The set data type

5.25. The set data type#

This data type represents the mathematical object of a set. A set stores unique values, no matter how the object was initialised. They also cannot be indexed (or subscripted) since that has no meaning. The elements in a set are also unordered.

Sets are defined either explicitly using {} with different members separated by commas.

a = {0, 1, 1, 3, 1}
a
{0, 1, 3}

or by calling the builtin function set() passing the data in as a series.

a = set([0, 1, 1, 3, 1])
a
{0, 1, 3}

As the latter expression indicates, the input to set() must be an iterable.
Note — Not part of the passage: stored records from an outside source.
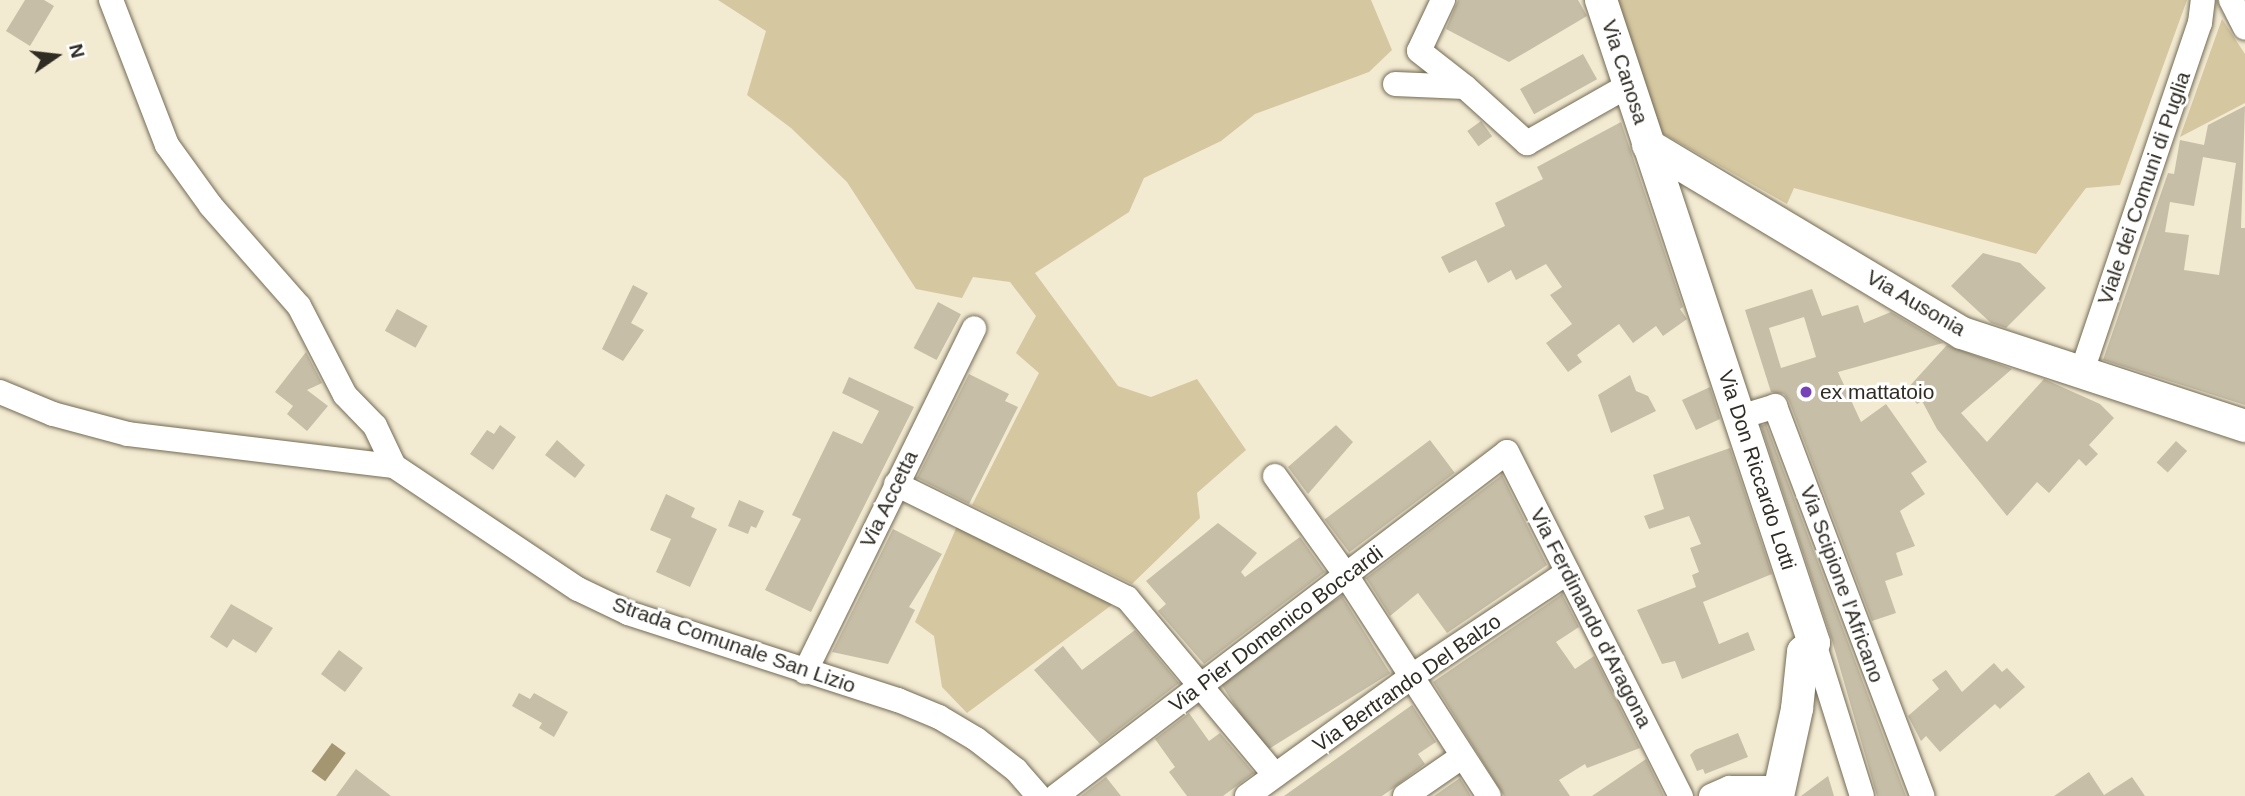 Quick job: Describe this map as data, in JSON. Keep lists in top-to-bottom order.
{
  "streets": {
    "main road": ["Via Canosa", "Via Ausonia", "Via Don Riccardo Lotti"],
    "street": [
      "Viale dei Comuni di Puglia",
      "Via Accetta",
      "Via Scipione l'Africano",
      "Via Ferdinando d'Aragona",
      "Via Pier Domenico Boccardi",
      "Strada Comunale San Lizio",
      "Via Bertrando Del Balzo"
    ]
  },
  "crossings": [
    ["Via Canosa", "Via Ausonia"],
    ["Via Canosa", "Via Don Riccardo Lotti"],
    ["Viale dei Comuni di Puglia", "Via Ausonia"],
    ["Via Ausonia", "Via Don Riccardo Lotti"],
    ["Via Don Riccardo Lotti", "Via Scipione l'Africano"],
    ["Via Accetta", "Strada Comunale San Lizio"],
    ["Via Ferdinando d'Aragona", "Via Pier Domenico Boccardi"],
    ["Via Ferdinando d'Aragona", "Via Bertrando Del Balzo"]
  ],
  "places": ["ex mattatoio"],
  "north": "right"
} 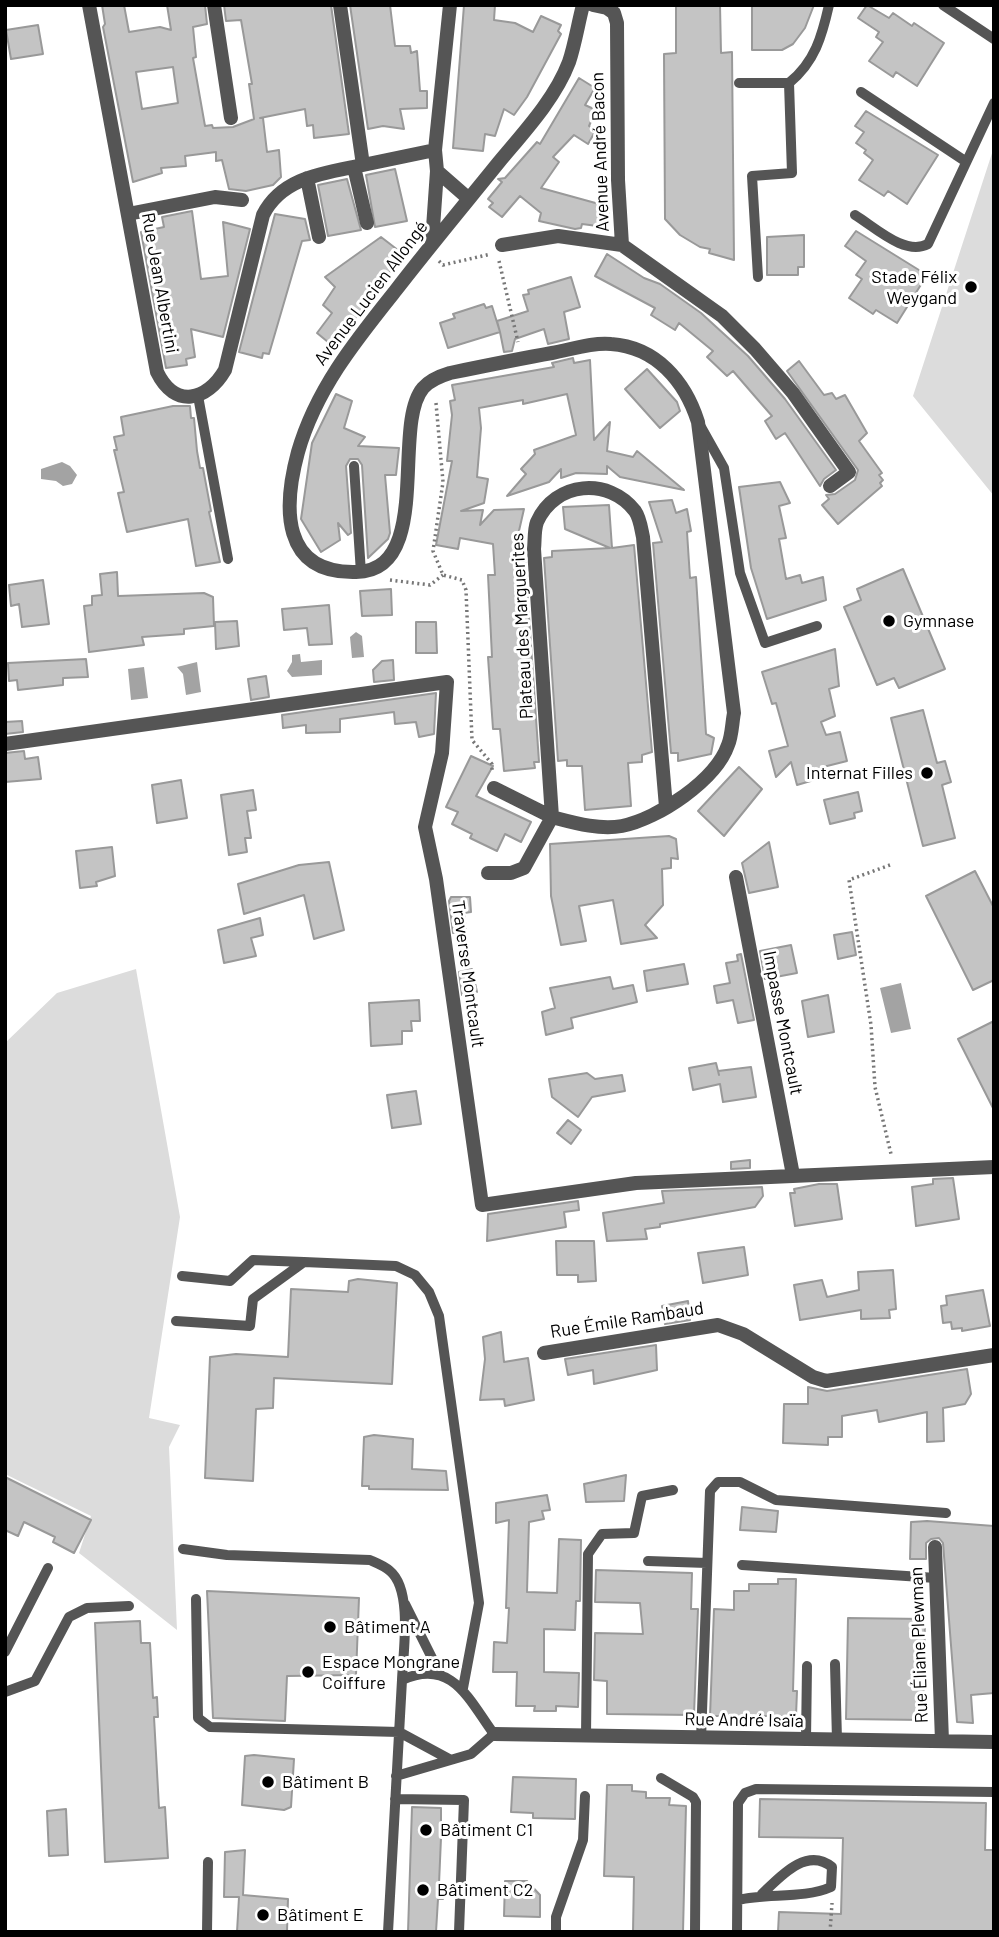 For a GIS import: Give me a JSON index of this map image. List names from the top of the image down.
{
  "streets": {
    "street": [
      "Avenue André Bacon",
      "Rue Jean Albertini",
      "Avenue Lucien Allongé",
      "Plateau des Marguerites",
      "Traverse Montcault",
      "Impasse Montcault",
      "Rue Émile Rambaud",
      "Rue Éliane Plewman",
      "Rue André Isaïa"
    ]
  },
  "crossings": [
    ["Traverse Montcault", "Impasse Montcault"],
    ["Rue Éliane Plewman", "Rue André Isaïa"]
  ],
  "places": [
    "Stade Félix Weygand",
    "Gymnase",
    "Internat Filles",
    "Bâtiment A",
    "Espace Mongrane Coiffure",
    "Bâtiment B",
    "Bâtiment C1",
    "Bâtiment C2",
    "Bâtiment E"
  ]
}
This matters! The latter two are not equivalent.

a = {"ABC"}
a
{'ABC'}

The former states explicitly that the string “ABC” is a set member and the set has one member.

But using the builtin function states the items in “ABC” are set members.

b = set("ABC")
b
{'A', 'B', 'C'}

To have the latter correspond with the former requires placing the string inside another iterable.

b = set(["ABC"])
b
{'ABC'}

The set type is iterable.

dinucs = {"AA", "CG", "GA"}
for item in dinucs:
    print(item)
CG
GA
AA

Only immutable data types can be members of sets (so not lists etc..)

{"ABC", []}
---------------------------------------------------------------------------
TypeError                                 Traceback (most recent call last)
Cell In[7], line 1
----> 1 {"ABC", []}

TypeError: unhashable type: 'list'

The great power of this data type is the ability to do very succinct comparisons. These use bitwise operators. For instance, we identify the overlap between two sets using the bitwise & character (bitwise AND).

a = set("ACGGCCT")
b = set("ACGGAAA")
a & b
{'A', 'C', 'G'}

We can establish whether an object is a member of a set using the in logical operator

"X" in a
False

or whether one set is a subset of another using the < logical operator

bases = {"A", "C", "G", "T"}
b < bases
True

We can compute the difference (what nucleotides is b missing) using the standard - operator

bases - b
{'T'}

Or a “symmetric” difference using the ^ character (bitwise exclusive OR, analogous to NOT)

bases ^ b
{'T'}

We can take the union of two sets using the | character (bitwise inclusive OR).

a = {0, 2, 3}
b = {1, 4}

a | b
{0, 1, 2, 3, 4}

These operations are also available as methods on the set instances.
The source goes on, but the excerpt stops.